- [REQUIREMENT]: I need the records below retyped exactly.

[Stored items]
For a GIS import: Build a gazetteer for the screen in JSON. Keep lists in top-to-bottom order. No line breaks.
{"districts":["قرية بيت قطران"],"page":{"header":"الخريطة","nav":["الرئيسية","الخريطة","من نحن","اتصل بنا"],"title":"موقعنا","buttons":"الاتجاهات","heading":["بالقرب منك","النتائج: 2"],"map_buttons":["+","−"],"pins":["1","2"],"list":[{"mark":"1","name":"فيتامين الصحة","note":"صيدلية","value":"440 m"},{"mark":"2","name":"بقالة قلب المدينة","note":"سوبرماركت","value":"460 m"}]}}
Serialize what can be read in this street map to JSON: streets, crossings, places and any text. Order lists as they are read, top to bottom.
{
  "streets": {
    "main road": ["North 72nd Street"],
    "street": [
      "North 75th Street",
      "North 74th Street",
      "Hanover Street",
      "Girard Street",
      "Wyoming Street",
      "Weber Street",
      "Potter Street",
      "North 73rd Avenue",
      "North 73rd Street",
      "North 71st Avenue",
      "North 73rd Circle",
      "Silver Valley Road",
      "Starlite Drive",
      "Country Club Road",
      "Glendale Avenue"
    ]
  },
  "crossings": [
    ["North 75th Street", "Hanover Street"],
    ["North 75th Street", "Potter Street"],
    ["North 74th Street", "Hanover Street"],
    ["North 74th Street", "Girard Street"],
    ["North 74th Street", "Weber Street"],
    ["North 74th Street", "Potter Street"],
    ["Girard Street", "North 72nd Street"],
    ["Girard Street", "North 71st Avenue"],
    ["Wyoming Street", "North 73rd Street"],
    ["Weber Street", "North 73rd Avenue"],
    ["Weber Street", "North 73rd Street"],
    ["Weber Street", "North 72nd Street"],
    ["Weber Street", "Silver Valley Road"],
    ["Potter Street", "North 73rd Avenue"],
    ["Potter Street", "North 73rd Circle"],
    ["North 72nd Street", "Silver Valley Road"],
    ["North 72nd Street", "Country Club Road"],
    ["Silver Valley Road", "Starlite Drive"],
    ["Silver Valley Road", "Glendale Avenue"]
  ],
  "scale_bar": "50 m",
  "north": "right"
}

- [RESPONSE TO THE EXERCISE]:
For a GIS import: Build a gazetteer for the screen in JSON. Keep lists in top-to-bottom order. No line breaks.
{"districts":["قرية بيت قطران"],"page":{"header":"الخريطة","nav":["الرئيسية","الخريطة","من نحن","اتصل بنا"],"title":"موقعنا","buttons":"الاتجاهات","heading":["بالقرب منك","النتائج: 2"],"map_buttons":["+","−"],"pins":["1","2"],"list":[{"mark":"1","name":"فيتامين الصحة","note":"صيدلية","value":"440 m"},{"mark":"2","name":"بقالة قلب المدينة","note":"سوبرماركت","value":"460 m"}]}}
Serialize what can be read in this street map to JSON: streets, crossings, places and any text. Order lists as they are read, top to bottom.
{
  "streets": {
    "main road": ["North 72nd Street"],
    "street": [
      "North 75th Street",
      "North 74th Street",
      "Hanover Street",
      "Girard Street",
      "Wyoming Street",
      "Weber Street",
      "Potter Street",
      "North 73rd Avenue",
      "North 73rd Street",
      "North 71st Avenue",
      "North 73rd Circle",
      "Silver Valley Road",
      "Starlite Drive",
      "Country Club Road",
      "Glendale Avenue"
    ]
  },
  "crossings": [
    ["North 75th Street", "Hanover Street"],
    ["North 75th Street", "Potter Street"],
    ["North 74th Street", "Hanover Street"],
    ["North 74th Street", "Girard Street"],
    ["North 74th Street", "Weber Street"],
    ["North 74th Street", "Potter Street"],
    ["Girard Street", "North 72nd Street"],
    ["Girard Street", "North 71st Avenue"],
    ["Wyoming Street", "North 73rd Street"],
    ["Weber Street", "North 73rd Avenue"],
    ["Weber Street", "North 73rd Street"],
    ["Weber Street", "North 72nd Street"],
    ["Weber Street", "Silver Valley Road"],
    ["Potter Street", "North 73rd Avenue"],
    ["Potter Street", "North 73rd Circle"],
    ["North 72nd Street", "Silver Valley Road"],
    ["North 72nd Street", "Country Club Road"],
    ["Silver Valley Road", "Starlite Drive"],
    ["Silver Valley Road", "Glendale Avenue"]
  ],
  "scale_bar": "50 m",
  "north": "right"
}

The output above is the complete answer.